__PROBLEM DESCRIPTION__.
Within the listing, each line that has the string "index" should be copied.

__PROVIDED DATA__.
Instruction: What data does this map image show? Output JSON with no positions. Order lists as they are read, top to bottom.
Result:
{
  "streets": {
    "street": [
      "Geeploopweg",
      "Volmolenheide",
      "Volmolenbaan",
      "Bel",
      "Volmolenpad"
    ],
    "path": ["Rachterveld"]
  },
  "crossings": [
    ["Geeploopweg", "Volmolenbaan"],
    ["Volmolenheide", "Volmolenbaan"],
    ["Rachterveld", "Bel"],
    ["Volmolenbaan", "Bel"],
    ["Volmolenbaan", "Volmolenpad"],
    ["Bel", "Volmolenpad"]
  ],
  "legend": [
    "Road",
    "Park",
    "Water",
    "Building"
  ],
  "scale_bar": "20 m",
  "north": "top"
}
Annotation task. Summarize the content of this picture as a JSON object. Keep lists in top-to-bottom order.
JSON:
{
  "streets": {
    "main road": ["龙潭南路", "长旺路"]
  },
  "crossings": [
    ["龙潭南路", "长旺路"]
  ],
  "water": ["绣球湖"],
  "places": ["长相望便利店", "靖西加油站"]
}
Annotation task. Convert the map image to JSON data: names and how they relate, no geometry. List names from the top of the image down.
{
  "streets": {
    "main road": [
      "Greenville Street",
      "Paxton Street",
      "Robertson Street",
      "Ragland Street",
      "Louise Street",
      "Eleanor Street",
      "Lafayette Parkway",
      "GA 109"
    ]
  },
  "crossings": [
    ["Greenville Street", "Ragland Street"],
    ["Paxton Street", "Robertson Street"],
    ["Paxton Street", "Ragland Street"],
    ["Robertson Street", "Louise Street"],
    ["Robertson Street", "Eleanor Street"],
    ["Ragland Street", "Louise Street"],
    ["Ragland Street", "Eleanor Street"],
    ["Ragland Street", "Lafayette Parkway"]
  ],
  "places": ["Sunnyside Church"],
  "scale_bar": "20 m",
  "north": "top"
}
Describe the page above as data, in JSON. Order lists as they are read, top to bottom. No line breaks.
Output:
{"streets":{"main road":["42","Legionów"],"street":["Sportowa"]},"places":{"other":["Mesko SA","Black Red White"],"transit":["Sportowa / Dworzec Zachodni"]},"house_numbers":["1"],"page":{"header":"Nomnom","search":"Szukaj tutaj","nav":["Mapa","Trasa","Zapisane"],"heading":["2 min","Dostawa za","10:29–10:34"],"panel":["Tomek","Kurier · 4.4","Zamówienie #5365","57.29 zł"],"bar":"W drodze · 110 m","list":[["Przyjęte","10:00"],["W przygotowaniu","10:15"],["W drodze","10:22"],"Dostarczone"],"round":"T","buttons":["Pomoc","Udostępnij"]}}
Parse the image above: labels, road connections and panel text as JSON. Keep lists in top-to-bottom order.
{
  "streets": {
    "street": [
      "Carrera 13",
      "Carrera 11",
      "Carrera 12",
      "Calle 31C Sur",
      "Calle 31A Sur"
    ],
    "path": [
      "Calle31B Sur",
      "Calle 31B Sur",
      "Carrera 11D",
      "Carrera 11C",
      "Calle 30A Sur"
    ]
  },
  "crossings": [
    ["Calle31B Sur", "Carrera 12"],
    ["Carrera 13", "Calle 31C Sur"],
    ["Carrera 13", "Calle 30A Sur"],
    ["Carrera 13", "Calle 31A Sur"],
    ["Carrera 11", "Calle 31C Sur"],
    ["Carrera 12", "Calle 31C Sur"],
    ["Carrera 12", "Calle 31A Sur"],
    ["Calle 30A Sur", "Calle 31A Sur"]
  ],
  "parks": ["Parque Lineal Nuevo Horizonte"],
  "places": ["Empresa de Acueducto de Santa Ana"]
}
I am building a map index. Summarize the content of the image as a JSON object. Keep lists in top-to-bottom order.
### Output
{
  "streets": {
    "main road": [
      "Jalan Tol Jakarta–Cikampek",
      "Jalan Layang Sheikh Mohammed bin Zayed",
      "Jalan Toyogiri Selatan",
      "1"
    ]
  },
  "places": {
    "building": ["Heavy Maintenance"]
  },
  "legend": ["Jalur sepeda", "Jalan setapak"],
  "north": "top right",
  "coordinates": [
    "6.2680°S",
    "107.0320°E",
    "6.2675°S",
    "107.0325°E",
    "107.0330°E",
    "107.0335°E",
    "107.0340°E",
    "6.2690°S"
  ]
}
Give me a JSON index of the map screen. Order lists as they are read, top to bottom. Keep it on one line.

__YOUR SOLUTION__.
I am building a map index. Summarize the content of the image as a JSON object. Keep lists in top-to-bottom order.
Give me a JSON index of the map screen. Order lists as they are read, top to bottom. Keep it on one line.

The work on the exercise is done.